To wrap the story up somewhat more quickly, yesterday I checked in with the service manager in the morning, who optimistically said, “It’s probably just a loose connector.” I wasn’t so sanguine, and had been preparing myself to politely but firmly suggest that perhaps they should look into getting me a different car. As it turned out, the return visit in late afternoon made that unnecessary. When I walked in, they greeted me with, “We’re getting you another car and it should be here in a couple hours.” They couldn’t determine what was wrong with the original car (“something’s wrong with the transmission”) and didn’t want the deal to be permeated with lemon scent. I’ll give them points for handling it proactively.
So, bottom line: new car. Payments for five years, but slightly less than the payments on the RSX were, and with no interest. A lot of the gadgetry that’s become standard in the last decade, too—the advancements are remarkable. I may be a nerd and post pictures later.
I’ll take it out for a long drive—well, maybe not for three weeks: this upcoming weekend is booked for Mother’s Day stuff, and the weekend after that I’m keeping open for potential visitors.
After that, though, I drive somewhere stupidly far away.
(Also: props to Menlo Mazda and Jessica, the saleswoman there who helped me out and handled what’s surely on the list of Things You Do Not Want To Go Wrong With Your Sale with grace. And, if you’re in the market for a Ford, Zach at Sunnyvale Ford gets cool points. Hopefully he won’t lose them when I say I’ve bought a Mazda elsewhere.)
Mar 21, 2010
6:53 pm »
Random updates
(Presented for your perusal in no particular order.)
- I transitioned from being a contract employee to a direct employee of the company I’ve been working for since October. In practice this doesn’t make a huge difference in terms of my role and responsibilities (or salary), but it’s nice that they’re hoping to keep me around for a while.
- I’m experimentally moving my journal back end from LiveJournal to Dreamwidth. So:
- If you’re reading my journal on LJ or at ranea.org, you shouldn’t have to do anything; if you also have a DW account and want to read me there, my username is (surprise)
chipotle. - If you want to comment on my journal, you still shouldn’t have to do anything, at least for the indefinite future. I expect to check both sites.
- Eventually, if DW works out, I may first request and then eventually require comments to be only on DW. But I’m not sure. I’d rather things be a little more of a pain in the butt for me than for you.
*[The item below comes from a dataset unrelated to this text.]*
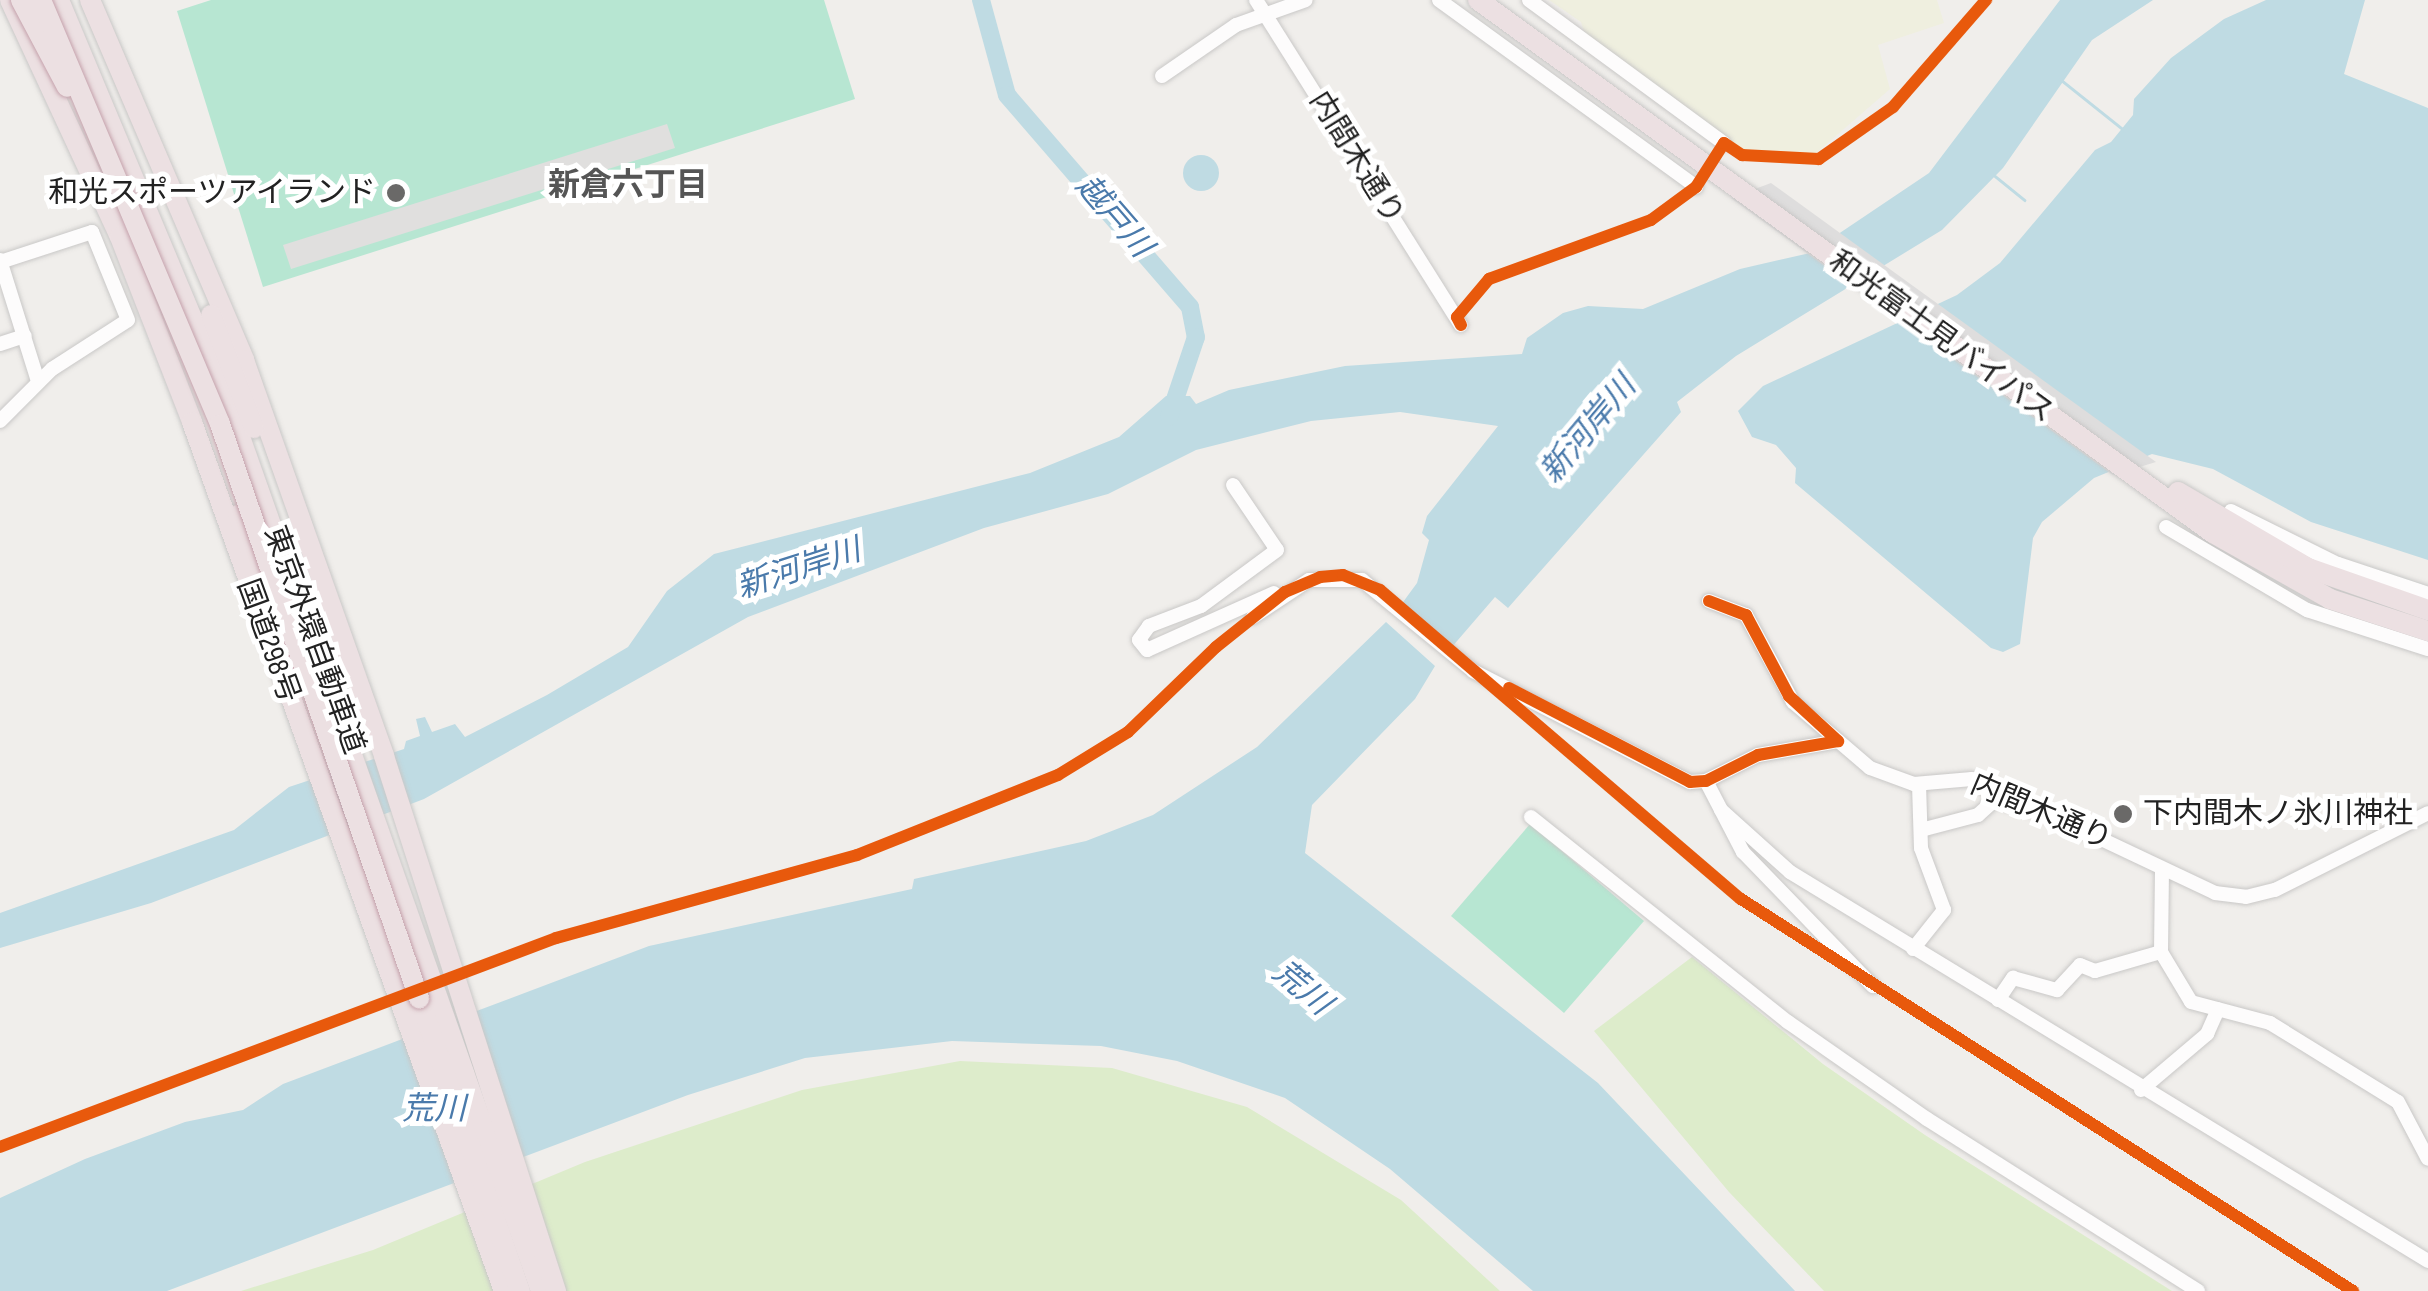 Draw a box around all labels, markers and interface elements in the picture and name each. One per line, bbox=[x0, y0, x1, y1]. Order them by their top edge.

- Why bother doing this at all? In very short form, I don’t really trust LiveJournal’s commitment to their “old” userbase (i.e., people like me).
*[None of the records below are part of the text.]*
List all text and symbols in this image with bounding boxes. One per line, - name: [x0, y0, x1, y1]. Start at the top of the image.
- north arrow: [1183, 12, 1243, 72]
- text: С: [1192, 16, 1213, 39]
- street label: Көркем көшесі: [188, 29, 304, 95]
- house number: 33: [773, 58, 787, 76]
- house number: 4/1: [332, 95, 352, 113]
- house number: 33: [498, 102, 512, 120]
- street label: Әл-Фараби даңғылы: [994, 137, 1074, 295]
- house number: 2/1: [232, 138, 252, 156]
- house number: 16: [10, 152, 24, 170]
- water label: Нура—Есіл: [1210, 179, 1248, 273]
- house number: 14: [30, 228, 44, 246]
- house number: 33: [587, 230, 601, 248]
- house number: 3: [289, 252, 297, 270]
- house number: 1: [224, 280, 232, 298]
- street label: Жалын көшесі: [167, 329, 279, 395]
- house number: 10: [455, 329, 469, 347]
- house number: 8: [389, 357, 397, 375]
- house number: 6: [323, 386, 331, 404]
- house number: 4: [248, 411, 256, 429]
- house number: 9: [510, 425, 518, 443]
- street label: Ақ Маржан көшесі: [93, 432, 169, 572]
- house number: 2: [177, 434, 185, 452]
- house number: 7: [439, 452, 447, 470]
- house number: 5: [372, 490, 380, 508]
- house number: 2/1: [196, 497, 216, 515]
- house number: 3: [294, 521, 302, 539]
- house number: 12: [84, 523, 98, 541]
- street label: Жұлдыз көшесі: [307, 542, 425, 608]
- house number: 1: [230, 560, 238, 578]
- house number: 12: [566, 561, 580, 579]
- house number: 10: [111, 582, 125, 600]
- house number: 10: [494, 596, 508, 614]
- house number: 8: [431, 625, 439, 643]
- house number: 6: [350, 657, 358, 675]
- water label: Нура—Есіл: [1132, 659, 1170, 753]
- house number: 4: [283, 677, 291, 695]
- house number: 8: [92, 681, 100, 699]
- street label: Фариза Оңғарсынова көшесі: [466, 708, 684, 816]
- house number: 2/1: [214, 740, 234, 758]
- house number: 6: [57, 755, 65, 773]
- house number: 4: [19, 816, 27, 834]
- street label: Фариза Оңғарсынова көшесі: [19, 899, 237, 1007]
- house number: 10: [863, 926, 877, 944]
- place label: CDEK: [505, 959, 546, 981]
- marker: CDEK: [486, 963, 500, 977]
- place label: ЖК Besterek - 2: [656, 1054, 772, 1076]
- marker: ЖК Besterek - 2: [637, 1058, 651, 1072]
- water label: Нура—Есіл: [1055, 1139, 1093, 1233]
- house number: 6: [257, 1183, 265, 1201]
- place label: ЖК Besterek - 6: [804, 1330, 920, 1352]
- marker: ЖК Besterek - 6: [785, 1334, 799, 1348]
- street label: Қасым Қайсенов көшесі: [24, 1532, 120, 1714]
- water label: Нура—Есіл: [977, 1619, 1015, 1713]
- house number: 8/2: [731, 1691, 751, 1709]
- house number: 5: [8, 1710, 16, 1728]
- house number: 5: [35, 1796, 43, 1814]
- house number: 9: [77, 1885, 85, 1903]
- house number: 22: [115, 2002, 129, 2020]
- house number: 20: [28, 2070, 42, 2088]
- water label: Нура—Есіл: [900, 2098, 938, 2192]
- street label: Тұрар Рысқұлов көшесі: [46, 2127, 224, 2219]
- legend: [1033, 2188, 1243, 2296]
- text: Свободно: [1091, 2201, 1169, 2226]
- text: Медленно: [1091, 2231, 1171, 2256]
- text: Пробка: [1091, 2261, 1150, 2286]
- If you’re reading my journal on LJ or at ranea.org, you shouldn’t have to do anything; if you also have a DW account and want to read me there, my username is (surprise)
- While this journal is probably going to remain moderately quiet, just for the occasional life update, I have a tech blog now, although it’s also something of an experiment: Coyote Tracks.
- My goal is to update it with something at least once a day and with something substantial at least once a week. It may be a little something like Daring Fireball in content mix, focusing on web stuff, Apple stuff, and publishing stuff, musings about the future of computing which will undoubtedly look ridiculous in as little as a year’s time, occasional commentary on commentary, and—the secret ingredient—cocktail recipes.
- For a “brand new blog” it got a fair amount of attention from being linked to by Marco Arment (the creator of Tumblr and the amazing Instapaper). We’ll see if that lasts.
- The URL is http://chipotle.tumblr.com/, and it should have an RSS feed and other such niceties out of the box. LJ users may add it to their friends page as “chipotle_tumble”; Dreamwidth users may add “coyotetracks_feed”. (Please note that while DW and LJ will allow you to comment on feeds, there’s no guarantee that I will see such a comment.)